Africa also has to deal with many other problems and concerns in addition to the political turmoil briefly looked at in my last post.
One big part of it is catching up in the 21st century after having been isolated, exploited and war torn for so long. Infrastructure has often been related only to resource extraction and was there for the convenience of mining and oil interests and for specialty farming such as cocoa; for those exploiting the continent. The planning was not necessarily done with the well being of the people in mind. Telecommunications is jumping from pre-modern to wireless in 30 years. Workers were often recruited with the lure of more money than subsistence farming could provide and then were displaced from traditional homes and family supports to work 100’s of miles away in mines or oil fields.
This severely impacted the social structures and values. Men worked long hours, lived in subsistence conditions and had little in the way of diversion, not being with their families more than once or twice a year. This led to considerable prostitution and drinking as the primary forms of entertainment. After the onset of HIV/AIDS in the early 1980’s, this proved to have dire consequences still affecting the complete social, economic and spiritual fabrics for the continent.
Concurrent with the resource extraction and people displacement came industrialization and urbanization at a faster clip than most of us in the west have experienced. Again, people left traditional lifestyles with the promise of jobs, money (often unrealized) and a “modern” life in new cities, but often ending up in nothing more than shanty towns such as in Nairobi and Soweto, with all the social and psychological displacement and distress that comes with extreme slum dwelling. Prostitution was and often still is rampant as it often was/is the only way women can earn a living to feed their kids.
Land use changed with industrialization and mining. Monoculture farming compromised fertility, increased soil erosion and changing weather patterns impacted water distribution. Lakes dried up in some areas and desertification brought the Sahara south at a clip of many miles each year for many years. Some of these problems are finally being addressed with some success by changing farming practices to be less intensive, more based on native crops and appropriate mixes of trees and crops in the sub Saharan region.
Fast population growth during the past 50 years has just added to the negative impact of the above influences.
All this development has also had great impact on the diverse and spectacular wild life of Africa from the Mediterranean to the southern tip. Land use for industrialization and expanded farming to feed the growing population encroached on many animals’ rich feeding grounds and migratory routes that have nurtured them since before time was recorded. As we know in the Yukon, Quebec and Alaska, disrupting migration routes for oil pipelines and hydro electric lines has devastating effects on the indigenous fauna. Climate pattern change also does as we know with the news of the polar bears’ feeding and migratory changes. Africa is seeing a lot of this. Big game can now often only be found on nature reserves and have to be protected from poachers by armed patrols, usually at great risk. Many animals are on the endangered species lists; like the white rhinoceros shown here. Many are losing ground to increased hunting to feed the larger population. Endangered animals are frequently sold as meat in village marketplaces. The non-African world contributes to the slaughter with our often ignorant wish for trinkets, ivory and animal parts for medicine and trophies, although the good news press tells us this is contained. The current strife in the Congo on the Rwanda border is endangering the last survivors of the gentle mountain gorilla.
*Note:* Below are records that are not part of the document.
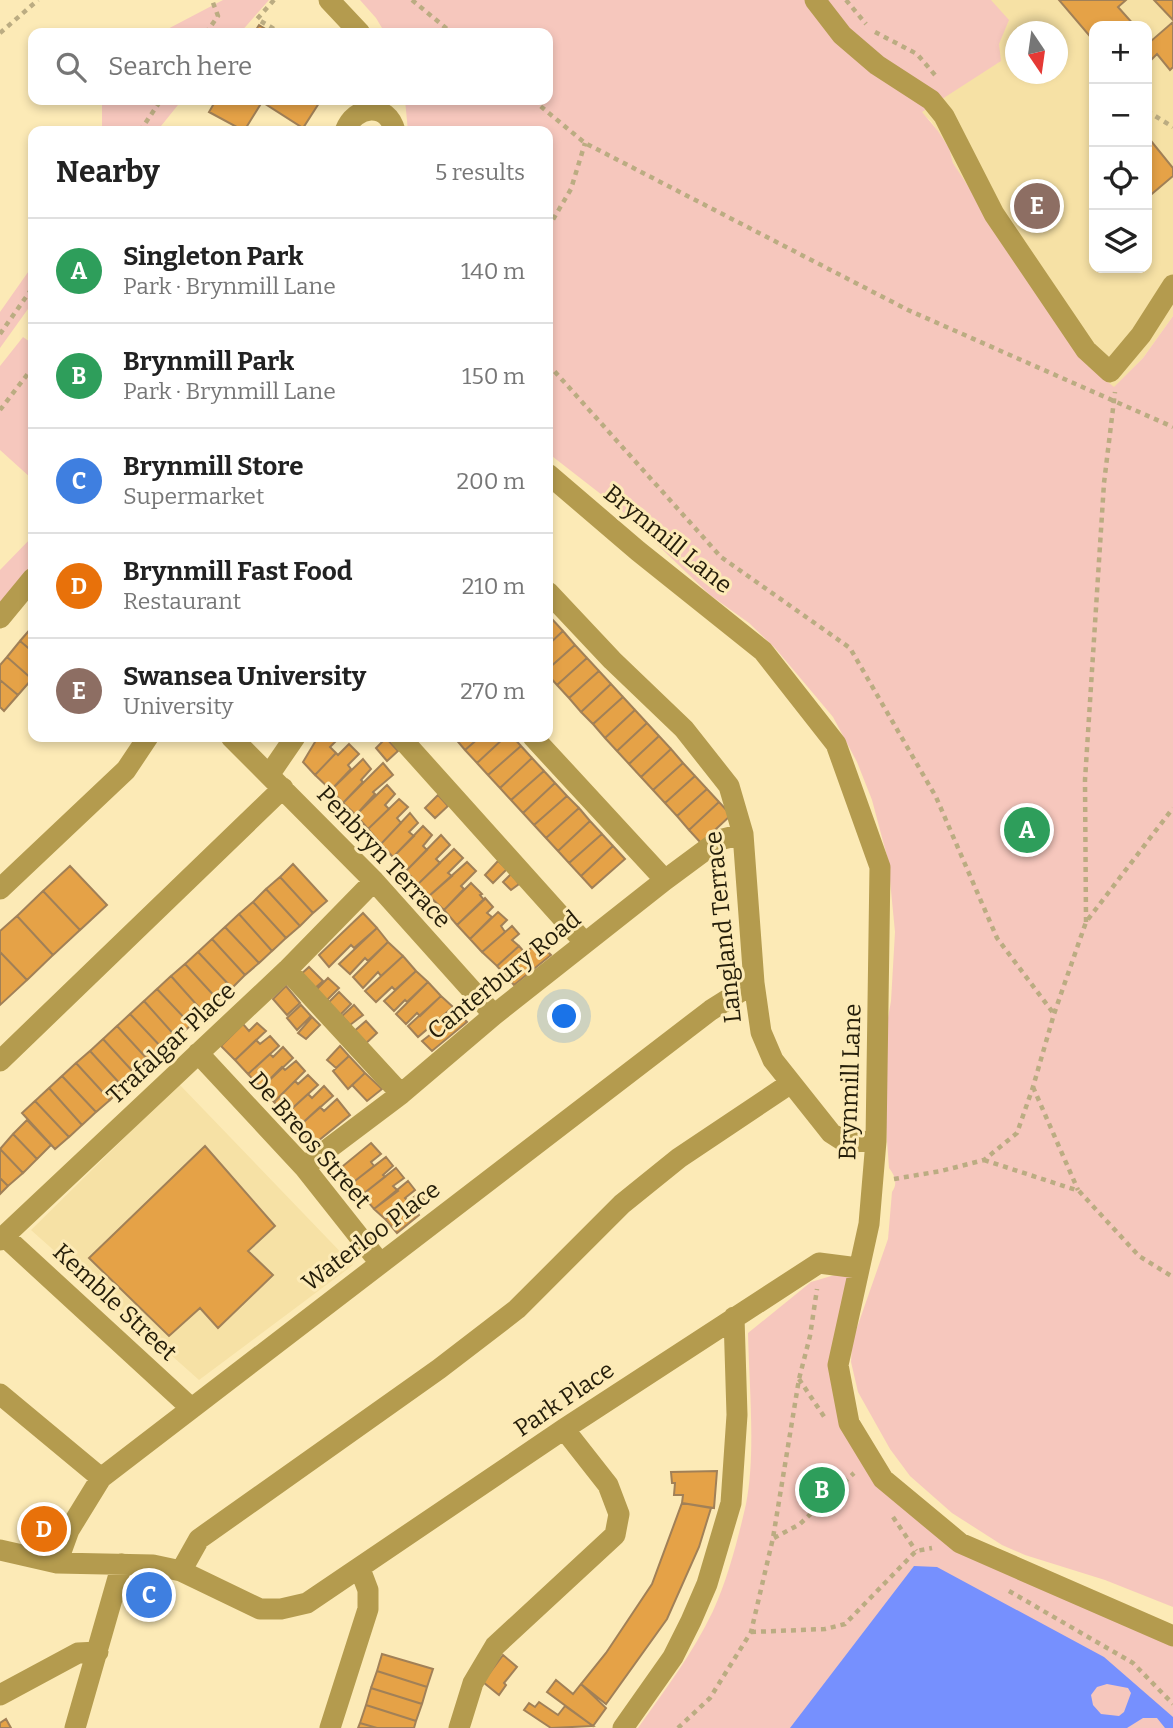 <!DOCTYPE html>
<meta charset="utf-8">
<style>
body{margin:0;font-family:Bitter,serif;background:#f6f6f6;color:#222}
.controls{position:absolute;right:21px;top:21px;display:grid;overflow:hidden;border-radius:14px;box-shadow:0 4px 10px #0003}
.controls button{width:63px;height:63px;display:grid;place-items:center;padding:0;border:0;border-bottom:2px solid #e0e0e0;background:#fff;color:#222;font:35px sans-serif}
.compass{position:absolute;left:1005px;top:21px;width:63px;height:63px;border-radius:50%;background:#fff;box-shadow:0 4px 10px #0003;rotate:167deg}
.you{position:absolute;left:565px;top:1017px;width:24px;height:24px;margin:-18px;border:5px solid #fff;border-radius:50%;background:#1a73e8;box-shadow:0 0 0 10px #1a73e833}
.badge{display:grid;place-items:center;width:46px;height:46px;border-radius:50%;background:#4659ce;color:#fff;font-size:23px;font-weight:700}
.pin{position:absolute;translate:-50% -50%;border:4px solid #fff;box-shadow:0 2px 7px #0006}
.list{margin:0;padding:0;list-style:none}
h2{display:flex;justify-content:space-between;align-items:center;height:91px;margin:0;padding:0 28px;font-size:30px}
h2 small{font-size:23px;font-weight:400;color:#767676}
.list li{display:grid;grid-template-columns:46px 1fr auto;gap:21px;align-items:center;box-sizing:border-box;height:105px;padding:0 28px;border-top:2px solid #e0e0e0}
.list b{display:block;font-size:26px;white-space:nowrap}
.list p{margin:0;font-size:23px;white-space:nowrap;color:#767676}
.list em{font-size:23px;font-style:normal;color:#767676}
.icon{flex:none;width:38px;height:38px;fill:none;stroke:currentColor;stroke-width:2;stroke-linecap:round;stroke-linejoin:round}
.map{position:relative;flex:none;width:1173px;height:1728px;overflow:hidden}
.search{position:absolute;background:#fff;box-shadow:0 4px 10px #0003;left:28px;top:28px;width:525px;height:77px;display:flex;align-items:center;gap:18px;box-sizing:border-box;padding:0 24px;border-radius:14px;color:#767676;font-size:26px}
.panel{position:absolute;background:#fff;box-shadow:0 4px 10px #0003;left:28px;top:126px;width:525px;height:616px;border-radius:14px}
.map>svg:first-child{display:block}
</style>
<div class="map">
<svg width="1173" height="1728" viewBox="0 0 1173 1728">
<rect width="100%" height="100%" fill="#fceab6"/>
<path fill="#f6e1a5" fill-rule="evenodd" d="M804,0h369v316l-30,42 -29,30 -27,-23 -122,-182 -12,-20 -4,-15 -18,-27 -35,-29zM1094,26h53v242h-53zM1016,32h42v42h-42z
M179,1084l174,181 -154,115 -168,-150z"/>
<path fill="#f6c7bd" d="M223,0h46l-29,33h-80z
M360,0h631l18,20 -10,24 2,17 -79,51 16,19 11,17 4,15 43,66 91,136 27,22 29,-29 30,-42v1291l-68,-27 -80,-25 -23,-10 -50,-32 -42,-37 -20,-27 -32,-57 -7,-30 1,-20 36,-103 4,-47c6,-8 3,-17 -3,-24l-8,-110 10,-57 4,-69 -7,-72 -16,-60 -15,-38 -24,-45 -58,-69 -26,-25 -39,-28 -90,-86 -72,-56v-322h-140l-3,-31h143v-67h-163l-9,-15z
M102,100h80l-25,31h-55z
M33,265v37l-33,46v-36z
M23,337l10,7v132l-2,2 -31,-28v-84z
M33,536v28l-33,42v-36z
M858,1268l-20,98 11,57 34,56 77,64 213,93v92h-535c27,-38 55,-75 75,-117 15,-33 25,-72 33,-107 10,-50 3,-119 2,-171l63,-51z"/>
<path fill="#7690fe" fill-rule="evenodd" d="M914,1566l23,1 167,90 69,60v11h-8l-8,-10h-14l-16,10h-337zM1107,1684l21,4 3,5 -7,19 -5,4 -18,-2 -8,-9 -2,-10 6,-8z"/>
<path fill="#e5a247" stroke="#a18057" stroke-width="2" d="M1059,0h67l-8,7 17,19h-41v15z
M1154,0h19v20z
M1173,22v45l-3,3 -13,-16 -10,10v-25l3,3z
M259,25l13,8h-18z
M216,100h105l-18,28 -41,-26 -18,29 -35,-19z
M1147,136l26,32v8l-26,22z
M551,618l12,13 -15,14v-23z
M33,626v26l-13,-11z
M563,631l12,14 -27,24v-24z
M20,641l13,11 -1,27 -25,-22z
M575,645l12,13 -30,27 -9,-10v-6z
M7,657l25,22 -14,16 -18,-15v-15z
M587,658l12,13 -30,27 -12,-13z
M599,671l12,13 -30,28 -12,-14z
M0,680l18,15 -14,16 -4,-4z
M611,684l12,13 -30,27 -12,-12z
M623,697l12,13 -30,28 -12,-14z
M635,710l12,13 -30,28 -12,-13z
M647,723l12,13 -30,28 -12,-13z
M659,736l12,13 -30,28 -12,-13z
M318,737h22l-10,10 6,6 -21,22 -12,-13z
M454,737h26l-15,13z
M480,737h25l-28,26 -12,-13z
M505,737h8l8,9 -33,29 -11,-12z
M386,738l12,13 -11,10 -11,-13z
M349,744l10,10 -11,11 3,4 -20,21 -16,-15 21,-22 2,2z
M521,746l11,12 -32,30 -12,-13z
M671,749l12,14 -30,27 -12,-13z
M532,758l12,13 -33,29 -11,-12z
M363,759l8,10 -10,11 2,2 -20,21 -12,-13z
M383,763l10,12 -20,17 2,2 -19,21 -13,-12z
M683,763l12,13 -30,27 -12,-13z
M544,771l11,12 -32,30 -12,-13z
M695,776l12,13 -30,27 -12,-13z
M555,783l12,13 -33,29 -11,-12z
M387,785l8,9 -10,11 4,4 -21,20 -12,-14z
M707,789l12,13 -30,28 -12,-14z
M438,795l10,11 -13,12 -10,-10z
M567,796l12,12 -33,30 -12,-13z
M399,799l9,8 -11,11 4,5 -20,21 -13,-15z
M719,802l12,13 -30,28 -12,-13z
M579,808l11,13 -32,30 -12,-13z
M410,813l8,10 -9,9 5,4 -21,21 -12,-13z
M590,821l12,13 -33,29 -11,-12z
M423,826l9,9 -9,11 4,4 -21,21 -13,-14z
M602,834l11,12 -32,30 -12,-13z
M441,835l9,10 -14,14 4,4 -22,21 -12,-13z
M613,846l12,13 -33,29 -11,-12z
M454,849l9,9 -15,15 4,3 -23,20 -11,-12z
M498,861l9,8 -14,14 -8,-8z
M467,862l9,9 -15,15 3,3 -20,21 -15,-14z
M293,864l34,37 -14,12 -33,-36z
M70,866l37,39 -27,25 -37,-39z
M511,874l8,10 -8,6 -8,-8z
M280,877l33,36 -13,13 -34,-37z
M471,883l11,11 -2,1 4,5 -27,25 -13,-15z
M266,889l34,37 -14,12 -33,-36z
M43,891l37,39 -27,25 -36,-39z
M485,898l8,9 -6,6 5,4 -22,22 -13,-14z
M253,902l33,36 -14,13 -33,-37z
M498,912l9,8 -6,6 4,6 -23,20 -12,-13z
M363,913l14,15 -23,20 -3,-3 -22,22 -10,-12z
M239,914l33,37 -13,12 -34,-36z
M17,916l36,39 -26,25 -27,-28v-21z
M512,926l7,8 -7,6 7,6 -22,20 -15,-14z
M225,927l34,36 -14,12 -33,-36z
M377,928l11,14 -20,19 -3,-3 -15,16 -11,-10z
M212,939l33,36 -13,13 -34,-36z
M388,942l15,14 -22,20 -3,-4 -15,16 -10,-11z
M538,942l13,13 -37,30 -17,-19 22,-20 6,7z
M0,952l27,28 -27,25z
M198,952l34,36 -14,12 -33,-36z
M403,956l13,15 -21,19 -3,-3 -16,15 -11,-11z
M185,964l33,36 -14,13 -33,-37z
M309,967l14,14 -10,9 -14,-14z
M416,971l12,11 -21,20 -2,-2 -11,11 -10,-10z
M171,976l33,37 -13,12 -34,-36z
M328,978l11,10 -15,15 -10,-11z
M428,982l13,14 -21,20 -3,-3 -11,11 -10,-10z
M286,986l14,17 -13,12 -14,-16z
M157,989l34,36 -14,13 -33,-37z
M339,992l12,12 -13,13 -12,-12z
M441,996l12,11 -35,30 -10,-11z
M144,1001l33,37 -13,12 -34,-36z
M301,1005l10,11 -14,14 -10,-12z
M354,1005l9,10 -13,10 -8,-9z
M453,1007l14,15 -35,29 -10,-10 13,-10 -4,-3z
M130,1014l34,36 -14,12 -33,-36z
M312,1017l8,8 -14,14 -8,-6z
M366,1021l11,12 -13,12 -12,-12z
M257,1023l9,8 -31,29 -14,-14 22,-22 6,7z
M117,1026l33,36 -14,13 -33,-36z
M270,1036l9,10 -31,28 -13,-14 21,-20 4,4z
M103,1039l33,36 -13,12 -33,-36z
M340,1046l9,10 -13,12 -9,-8z
M283,1047l10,11 -32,30 -13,-14 22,-20 3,3z
M90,1051l33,36 -13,13 -34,-37z
M349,1056l16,17 -17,16 -15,-18z
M296,1061l9,10 -31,31 -13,-14 21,-21 3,3z
M76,1063l34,37 -14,12 -34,-36z
M365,1073l17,16 -15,12 -15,-16z
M308,1075l10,10 -32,29 -12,-12 21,-21 3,3z
M62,1076l34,36 -14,13 -33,-37z
M324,1086l9,10 -35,31 -12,-13 22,-20 4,4z
M49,1088l33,37 -13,12 -34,-36z
M337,1099l13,16 -37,30 -15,-18 22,-20 4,4z
M35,1101l34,36 -14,12 -33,-36z
M27,1120l24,25 -14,14 -24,-25z
M13,1134l24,25 -14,14 -23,-24z
M371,1143l10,11 -10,8 3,4 -23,18 -13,-14z
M205,1146l70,80 -27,25 25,24 -55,53 -18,-20 -31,28 -80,-78z
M0,1149l23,24 -15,13 -8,-8z
M386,1157l7,9 -10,9 2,2 -23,18 -11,-11z
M396,1168l8,10 -11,8 5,5 -24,18 -12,-14z
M0,1178l8,8 -8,8z
M408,1181l7,9 -10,8 3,3 -23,18 -11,-10z
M418,1194l8,8 -10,8 3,5 -22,18 -12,-14z
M717,1471l-3,37 -32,-5 1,-8h-9l1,-12h-3l-1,-11z
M682,1503l29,5 -12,39 -32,72 -61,85 -25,-20 25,-31 46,-69z
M382,1654l51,15 -6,18 -50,-16z
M503,1655l14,12 -13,16 2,2 -7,10 -16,-13z
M377,1671l50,16 -5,17 -51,-16z
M556,1680l17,14 8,-10 25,24 -13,18 -46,-34z
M371,1688l51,16 -6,17 -50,-16z
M539,1702l19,13 7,-9 28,20 -42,2 -27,-18 5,-7 6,4z
M366,1705l50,16 -2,7h-37l-17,-5z
M6,1719l5,9h-11v-5z
M360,1723l17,5h-19z"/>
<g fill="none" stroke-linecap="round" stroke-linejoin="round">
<path stroke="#bbac82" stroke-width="4.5" stroke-dasharray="5 5" stroke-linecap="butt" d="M274,0l-17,19 24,14
M412,0l40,33
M846,0l20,24
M875,32l42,22 18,21
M0,33l38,-33
M206,33l12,-17 -6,-16
M533,100l52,43 323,167 265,117
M1147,111l26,16
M140,131l21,-31
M548,228l23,-39 14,-46
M0,334l33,-47
M548,364l173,193 129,91 86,149 61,141 57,76
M0,410l33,-43
M1086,922l-1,-142 19,-297 11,-91
M1033,1087l45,103
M984,1160l95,31 60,65 34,21
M894,1179l47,-8 43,-11 33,-27 16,-46 21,-73 32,-92 87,-114
M799,1379l26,39
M893,1517l23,34
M774,1538l26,-14 54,-51
M1009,1591l124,72 40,41
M751,1632l74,-3 20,-5 71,-73 16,-3
M678,1728l32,-30 41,-66 22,-94 26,-159 11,-43 7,-47"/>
<path stroke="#b49b4e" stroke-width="21" d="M329,0l31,33
M815,0l27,35 35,30 54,35 13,16 50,98 92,136 24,22 31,-37 32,-50
M345,131c10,-26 42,-30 50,0
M548,474l90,77 125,100 73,93 44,123 -4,274 -7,83 -31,141 11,58 34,56 77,64 213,93
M548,592l64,68 72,69 45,57 14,48 11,149 7,49 12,28 58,73 14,9 31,-1
M0,618l33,-40
M231,737l143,144 120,134
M400,737l185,206
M533,737l132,143
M269,775l26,-38
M0,889l126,-119 22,-33
M287,970l114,124
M198,1053l106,114 76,96
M0,1061l283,-273
M304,1167l97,-73 93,-79 171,-135 54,-40 24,-6
M4,1236l186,171
M0,1240l287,-270 87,-89
M0,1394l101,84
M0,1550l57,13 96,2 28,6 79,38h21l26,-6 257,-174 255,-166 39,5
M57,1563l12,-33 32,-52 610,-468 43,-27
M181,1571l18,-32 240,-170 78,-60 105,-105 57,-46 112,-75
M0,1695l78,-42 20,-1
M75,1728l47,-164
M330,1728l38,-119v-19l-8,-21
M459,1728l14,-45 22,-37 120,-111 4,-21 -11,-29 -44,-56
M623,1728l50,-71 18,-36 16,-37 24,-81 6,-88 -3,-98"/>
</g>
<g text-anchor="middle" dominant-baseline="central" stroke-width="6" stroke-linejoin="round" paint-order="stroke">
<g font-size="24" fill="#241d09" stroke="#fceab6">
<text transform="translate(668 539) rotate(39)">Brynmill Lane</text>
<text transform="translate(384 857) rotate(47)">Penbryn Terrace</text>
<text transform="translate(723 927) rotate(-96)">Langland Terrace</text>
<text transform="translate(504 975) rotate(-39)">Canterbury Road</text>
<text transform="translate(171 1043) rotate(-43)">Trafalgar Place</text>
<text transform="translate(850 1082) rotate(-88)">Brynmill Lane</text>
<text transform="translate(310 1140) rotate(49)">De Breos Street</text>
<text transform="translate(371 1236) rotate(-37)">Waterloo Place</text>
<text transform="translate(115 1302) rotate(43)">Kemble Street</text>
<text transform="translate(564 1399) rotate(-34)">Park Place</text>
</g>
</g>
</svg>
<div class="controls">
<button>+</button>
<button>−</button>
<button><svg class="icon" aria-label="locate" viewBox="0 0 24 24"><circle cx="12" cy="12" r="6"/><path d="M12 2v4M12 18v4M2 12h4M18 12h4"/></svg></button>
<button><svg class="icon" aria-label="layers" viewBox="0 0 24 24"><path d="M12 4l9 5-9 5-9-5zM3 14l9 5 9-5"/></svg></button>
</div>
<svg class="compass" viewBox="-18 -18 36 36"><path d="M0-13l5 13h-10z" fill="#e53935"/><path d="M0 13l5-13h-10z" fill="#767676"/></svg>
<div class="you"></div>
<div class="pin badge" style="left:1027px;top:830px;background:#2e9e5b">A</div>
<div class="pin badge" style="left:822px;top:1490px;background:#2e9e5b">B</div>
<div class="pin badge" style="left:149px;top:1595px;background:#3f7fe0">C</div>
<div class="pin badge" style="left:44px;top:1529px;background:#e8710a">D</div>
<div class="pin badge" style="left:1037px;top:206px;background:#8d6e63">E</div>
<div class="search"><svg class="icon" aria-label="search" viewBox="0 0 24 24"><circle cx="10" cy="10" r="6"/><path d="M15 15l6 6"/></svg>Search here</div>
<section class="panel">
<h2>Nearby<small>5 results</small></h2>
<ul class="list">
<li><span class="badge" style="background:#2e9e5b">A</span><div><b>Singleton Park</b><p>Park · Brynmill Lane</p></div><em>140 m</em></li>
<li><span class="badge" style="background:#2e9e5b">B</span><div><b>Brynmill Park</b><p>Park · Brynmill Lane</p></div><em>150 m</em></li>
<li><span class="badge" style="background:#3f7fe0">C</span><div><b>Brynmill Store</b><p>Supermarket</p></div><em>200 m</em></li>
<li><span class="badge" style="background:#e8710a">D</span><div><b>Brynmill Fast Food</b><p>Restaurant</p></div><em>210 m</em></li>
<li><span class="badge" style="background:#8d6e63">E</span><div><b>Swansea University</b><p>University</p></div><em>270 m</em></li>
</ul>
</section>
</div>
Animals are often in direct conflict with people trying to eke out a living. With impoverished soils and population growth, there is greatly expanded use of the land for farming, the same land animals have grazed for millennia. As farms produce, the animals come to eat, and most of us have seen the stories of elephants easily breaking through protective barriers – at their peril as the hungry people try to scare them away, at times killing elephants so they can save their crops for harvest.
Tourism is a strain. The wealthy hunter seeking a trophy for his wall – or whatever hunters do with their gruesome prize - is another challenge for African governments now seeking to preserve their natural riches and heritage. Some see the growing ecotourism industry as an alternate way to provide continuing income and much needed currency, while nurturing the precious resource that attracts so many like me.
I am describing the challenges that Africa faces, one to recognize that the place of my youthful fantasy does not and maybe never did exist, and secondly to raise awareness. The motivation that I have to go there is my fascination with the continent and my passion for equality, advocacy and justice. I seek to contribute in my own little way, much as I do in working my passion here in Vancouver, but now I get to fulfill life long dream at the same time. Hopefully, I will be allowed to leave something useful behind.